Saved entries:
=== Begin Enclosure ===
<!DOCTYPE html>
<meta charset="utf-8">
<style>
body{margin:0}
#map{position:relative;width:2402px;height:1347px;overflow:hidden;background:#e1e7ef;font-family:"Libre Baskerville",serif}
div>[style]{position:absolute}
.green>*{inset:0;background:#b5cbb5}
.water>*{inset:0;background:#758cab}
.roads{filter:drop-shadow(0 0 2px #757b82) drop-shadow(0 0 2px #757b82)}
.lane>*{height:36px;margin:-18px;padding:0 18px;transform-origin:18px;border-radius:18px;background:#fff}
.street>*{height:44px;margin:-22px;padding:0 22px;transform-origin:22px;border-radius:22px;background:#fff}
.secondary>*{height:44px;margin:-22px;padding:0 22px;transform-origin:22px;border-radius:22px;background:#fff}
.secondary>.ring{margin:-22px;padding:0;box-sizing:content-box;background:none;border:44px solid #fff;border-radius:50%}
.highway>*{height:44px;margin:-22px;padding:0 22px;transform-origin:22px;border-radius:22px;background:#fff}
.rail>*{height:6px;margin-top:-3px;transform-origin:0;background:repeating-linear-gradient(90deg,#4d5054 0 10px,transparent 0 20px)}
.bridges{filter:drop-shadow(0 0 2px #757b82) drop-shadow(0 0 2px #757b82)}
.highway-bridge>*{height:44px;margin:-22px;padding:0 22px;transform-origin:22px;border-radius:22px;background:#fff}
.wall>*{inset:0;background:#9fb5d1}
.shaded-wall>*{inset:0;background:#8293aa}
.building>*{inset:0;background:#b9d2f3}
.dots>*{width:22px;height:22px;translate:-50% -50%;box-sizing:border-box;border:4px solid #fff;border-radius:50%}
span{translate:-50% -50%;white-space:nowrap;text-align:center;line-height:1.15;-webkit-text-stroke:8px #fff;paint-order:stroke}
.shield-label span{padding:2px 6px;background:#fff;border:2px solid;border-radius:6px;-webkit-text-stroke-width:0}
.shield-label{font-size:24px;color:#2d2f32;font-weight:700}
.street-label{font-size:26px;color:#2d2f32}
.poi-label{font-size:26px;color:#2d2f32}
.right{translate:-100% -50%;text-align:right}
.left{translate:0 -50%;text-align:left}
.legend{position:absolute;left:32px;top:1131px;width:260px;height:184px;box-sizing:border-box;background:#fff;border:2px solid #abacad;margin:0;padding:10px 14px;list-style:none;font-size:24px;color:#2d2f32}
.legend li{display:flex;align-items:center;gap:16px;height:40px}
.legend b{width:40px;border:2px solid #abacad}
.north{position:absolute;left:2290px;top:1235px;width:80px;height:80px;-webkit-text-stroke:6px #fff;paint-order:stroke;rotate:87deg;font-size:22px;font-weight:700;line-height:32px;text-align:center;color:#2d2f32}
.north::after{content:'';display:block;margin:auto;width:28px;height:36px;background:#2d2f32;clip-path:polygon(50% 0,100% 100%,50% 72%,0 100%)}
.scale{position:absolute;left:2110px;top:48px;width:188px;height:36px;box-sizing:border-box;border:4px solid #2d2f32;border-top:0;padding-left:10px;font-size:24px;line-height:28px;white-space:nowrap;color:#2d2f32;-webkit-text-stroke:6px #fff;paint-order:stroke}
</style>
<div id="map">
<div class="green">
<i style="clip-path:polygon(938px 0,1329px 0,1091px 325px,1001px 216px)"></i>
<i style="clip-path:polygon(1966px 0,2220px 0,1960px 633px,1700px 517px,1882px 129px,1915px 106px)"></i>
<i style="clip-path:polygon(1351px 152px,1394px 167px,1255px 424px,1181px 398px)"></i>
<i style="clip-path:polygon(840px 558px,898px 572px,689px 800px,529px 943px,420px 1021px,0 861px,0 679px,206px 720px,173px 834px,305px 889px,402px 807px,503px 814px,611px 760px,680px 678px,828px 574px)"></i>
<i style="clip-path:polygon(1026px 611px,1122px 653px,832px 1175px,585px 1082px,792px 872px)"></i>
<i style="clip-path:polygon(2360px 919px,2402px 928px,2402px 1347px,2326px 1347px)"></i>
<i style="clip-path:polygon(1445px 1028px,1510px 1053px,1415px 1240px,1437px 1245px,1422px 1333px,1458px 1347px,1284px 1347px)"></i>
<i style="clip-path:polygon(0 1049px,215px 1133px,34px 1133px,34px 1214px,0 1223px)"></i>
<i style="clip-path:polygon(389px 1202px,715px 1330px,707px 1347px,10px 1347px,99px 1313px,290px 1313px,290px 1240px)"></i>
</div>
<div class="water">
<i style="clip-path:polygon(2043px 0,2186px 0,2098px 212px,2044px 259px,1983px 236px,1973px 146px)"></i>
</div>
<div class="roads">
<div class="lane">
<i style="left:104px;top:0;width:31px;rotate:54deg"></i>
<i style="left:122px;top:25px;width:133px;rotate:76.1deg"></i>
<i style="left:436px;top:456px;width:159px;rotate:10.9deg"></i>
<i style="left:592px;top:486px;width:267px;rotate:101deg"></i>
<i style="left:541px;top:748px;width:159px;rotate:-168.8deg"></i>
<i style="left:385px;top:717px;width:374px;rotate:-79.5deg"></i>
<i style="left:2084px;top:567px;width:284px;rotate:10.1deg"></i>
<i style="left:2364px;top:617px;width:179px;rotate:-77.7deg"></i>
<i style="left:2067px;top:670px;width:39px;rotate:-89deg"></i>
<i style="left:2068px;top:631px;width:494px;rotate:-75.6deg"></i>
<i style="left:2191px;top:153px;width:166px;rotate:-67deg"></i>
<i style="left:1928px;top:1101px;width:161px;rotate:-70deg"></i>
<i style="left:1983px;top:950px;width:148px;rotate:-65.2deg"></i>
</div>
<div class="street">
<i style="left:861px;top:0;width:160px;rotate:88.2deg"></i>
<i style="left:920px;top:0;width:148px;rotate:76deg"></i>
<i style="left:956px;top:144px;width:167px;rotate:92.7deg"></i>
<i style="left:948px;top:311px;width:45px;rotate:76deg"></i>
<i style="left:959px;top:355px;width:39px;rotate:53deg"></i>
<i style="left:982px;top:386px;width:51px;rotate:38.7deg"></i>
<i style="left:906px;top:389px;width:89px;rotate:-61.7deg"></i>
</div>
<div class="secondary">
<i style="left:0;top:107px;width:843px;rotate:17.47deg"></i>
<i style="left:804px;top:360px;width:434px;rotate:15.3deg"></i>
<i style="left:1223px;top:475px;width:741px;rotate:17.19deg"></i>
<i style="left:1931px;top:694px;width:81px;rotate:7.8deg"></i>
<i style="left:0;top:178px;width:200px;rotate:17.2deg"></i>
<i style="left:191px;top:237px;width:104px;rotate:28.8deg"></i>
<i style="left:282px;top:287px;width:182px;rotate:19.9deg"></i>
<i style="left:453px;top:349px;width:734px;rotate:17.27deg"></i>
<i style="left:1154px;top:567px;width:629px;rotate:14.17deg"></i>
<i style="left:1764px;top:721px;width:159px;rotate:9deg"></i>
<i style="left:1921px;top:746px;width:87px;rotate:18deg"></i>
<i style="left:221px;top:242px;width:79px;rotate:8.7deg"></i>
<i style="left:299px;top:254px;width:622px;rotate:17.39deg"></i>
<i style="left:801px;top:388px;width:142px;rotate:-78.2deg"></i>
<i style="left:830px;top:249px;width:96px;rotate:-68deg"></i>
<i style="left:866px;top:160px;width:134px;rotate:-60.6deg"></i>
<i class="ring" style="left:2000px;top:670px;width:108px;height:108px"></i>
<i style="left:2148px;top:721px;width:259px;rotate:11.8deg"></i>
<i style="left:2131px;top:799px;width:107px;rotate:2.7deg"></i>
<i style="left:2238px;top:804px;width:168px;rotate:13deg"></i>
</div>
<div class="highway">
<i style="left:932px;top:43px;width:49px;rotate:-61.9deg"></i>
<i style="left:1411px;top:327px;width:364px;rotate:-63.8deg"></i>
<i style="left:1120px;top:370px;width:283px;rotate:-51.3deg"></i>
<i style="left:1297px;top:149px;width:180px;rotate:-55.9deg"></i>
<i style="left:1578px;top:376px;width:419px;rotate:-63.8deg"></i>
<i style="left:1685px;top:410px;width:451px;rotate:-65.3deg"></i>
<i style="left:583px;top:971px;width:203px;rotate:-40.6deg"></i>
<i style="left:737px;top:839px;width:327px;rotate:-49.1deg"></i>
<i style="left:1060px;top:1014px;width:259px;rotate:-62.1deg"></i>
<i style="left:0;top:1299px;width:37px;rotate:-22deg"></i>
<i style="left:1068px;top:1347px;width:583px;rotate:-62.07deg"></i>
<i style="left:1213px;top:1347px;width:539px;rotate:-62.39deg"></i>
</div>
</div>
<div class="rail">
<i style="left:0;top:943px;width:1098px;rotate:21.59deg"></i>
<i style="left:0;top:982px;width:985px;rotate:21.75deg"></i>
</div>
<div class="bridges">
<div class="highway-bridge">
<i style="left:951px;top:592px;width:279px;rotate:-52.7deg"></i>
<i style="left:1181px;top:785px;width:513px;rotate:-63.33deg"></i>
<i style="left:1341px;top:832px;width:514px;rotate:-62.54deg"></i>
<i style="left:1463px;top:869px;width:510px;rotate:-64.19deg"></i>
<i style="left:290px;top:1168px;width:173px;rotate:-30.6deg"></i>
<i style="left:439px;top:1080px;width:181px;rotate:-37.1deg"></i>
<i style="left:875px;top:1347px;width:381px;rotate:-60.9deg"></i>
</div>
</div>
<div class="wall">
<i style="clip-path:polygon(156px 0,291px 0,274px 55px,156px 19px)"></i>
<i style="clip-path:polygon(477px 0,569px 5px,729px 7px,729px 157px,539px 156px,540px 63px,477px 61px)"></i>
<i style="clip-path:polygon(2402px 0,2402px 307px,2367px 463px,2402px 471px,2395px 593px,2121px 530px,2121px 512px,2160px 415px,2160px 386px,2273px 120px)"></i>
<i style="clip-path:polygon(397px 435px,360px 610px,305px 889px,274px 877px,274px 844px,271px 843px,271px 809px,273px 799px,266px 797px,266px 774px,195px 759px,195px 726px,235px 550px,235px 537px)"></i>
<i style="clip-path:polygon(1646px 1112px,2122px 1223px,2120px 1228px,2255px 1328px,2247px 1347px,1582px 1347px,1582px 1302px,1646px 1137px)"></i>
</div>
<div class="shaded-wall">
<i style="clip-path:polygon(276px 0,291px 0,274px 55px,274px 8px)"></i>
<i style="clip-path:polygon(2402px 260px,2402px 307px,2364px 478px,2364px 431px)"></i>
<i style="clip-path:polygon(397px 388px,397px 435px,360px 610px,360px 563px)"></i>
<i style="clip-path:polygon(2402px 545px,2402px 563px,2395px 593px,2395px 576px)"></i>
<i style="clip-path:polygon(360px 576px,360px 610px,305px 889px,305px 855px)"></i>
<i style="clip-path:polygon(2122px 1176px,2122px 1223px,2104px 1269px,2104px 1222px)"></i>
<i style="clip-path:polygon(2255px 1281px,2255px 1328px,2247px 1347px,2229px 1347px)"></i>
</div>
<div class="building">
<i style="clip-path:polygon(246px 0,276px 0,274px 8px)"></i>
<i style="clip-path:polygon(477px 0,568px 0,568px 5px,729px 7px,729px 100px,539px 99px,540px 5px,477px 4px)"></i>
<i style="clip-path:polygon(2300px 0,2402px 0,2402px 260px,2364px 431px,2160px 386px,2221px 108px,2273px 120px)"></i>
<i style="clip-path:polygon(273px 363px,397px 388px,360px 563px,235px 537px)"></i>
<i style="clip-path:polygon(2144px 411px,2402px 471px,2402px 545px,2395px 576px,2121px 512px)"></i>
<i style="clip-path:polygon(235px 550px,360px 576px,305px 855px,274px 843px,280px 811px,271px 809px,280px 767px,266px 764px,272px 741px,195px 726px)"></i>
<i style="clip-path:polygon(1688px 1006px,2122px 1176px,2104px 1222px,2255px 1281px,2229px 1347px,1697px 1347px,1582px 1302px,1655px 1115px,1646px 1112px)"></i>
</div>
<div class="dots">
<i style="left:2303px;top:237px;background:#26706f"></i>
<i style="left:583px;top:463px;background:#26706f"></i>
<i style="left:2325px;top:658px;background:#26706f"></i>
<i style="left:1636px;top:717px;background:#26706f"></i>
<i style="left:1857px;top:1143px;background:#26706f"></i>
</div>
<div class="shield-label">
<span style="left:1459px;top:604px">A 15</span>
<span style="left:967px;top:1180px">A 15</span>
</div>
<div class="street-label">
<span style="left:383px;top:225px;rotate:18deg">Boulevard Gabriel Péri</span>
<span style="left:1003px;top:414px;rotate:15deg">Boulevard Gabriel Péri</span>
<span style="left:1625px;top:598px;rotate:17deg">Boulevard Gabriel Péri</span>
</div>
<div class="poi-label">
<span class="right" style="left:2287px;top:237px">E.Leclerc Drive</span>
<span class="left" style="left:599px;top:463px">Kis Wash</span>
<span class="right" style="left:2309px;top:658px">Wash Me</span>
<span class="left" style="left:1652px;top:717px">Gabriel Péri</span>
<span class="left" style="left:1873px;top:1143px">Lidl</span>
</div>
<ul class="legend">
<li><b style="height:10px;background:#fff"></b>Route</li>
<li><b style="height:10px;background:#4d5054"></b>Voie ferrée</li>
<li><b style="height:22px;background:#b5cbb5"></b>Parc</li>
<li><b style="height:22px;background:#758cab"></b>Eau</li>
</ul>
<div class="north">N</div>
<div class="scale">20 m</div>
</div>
=== End Enclosure ===
■ About this exercise ■
Copy from the entries above each line in which the string "shaded" can be found.

■ Reply ■
.shaded-wall>*{inset:0;background:#8293aa}
<div class="shaded-wall">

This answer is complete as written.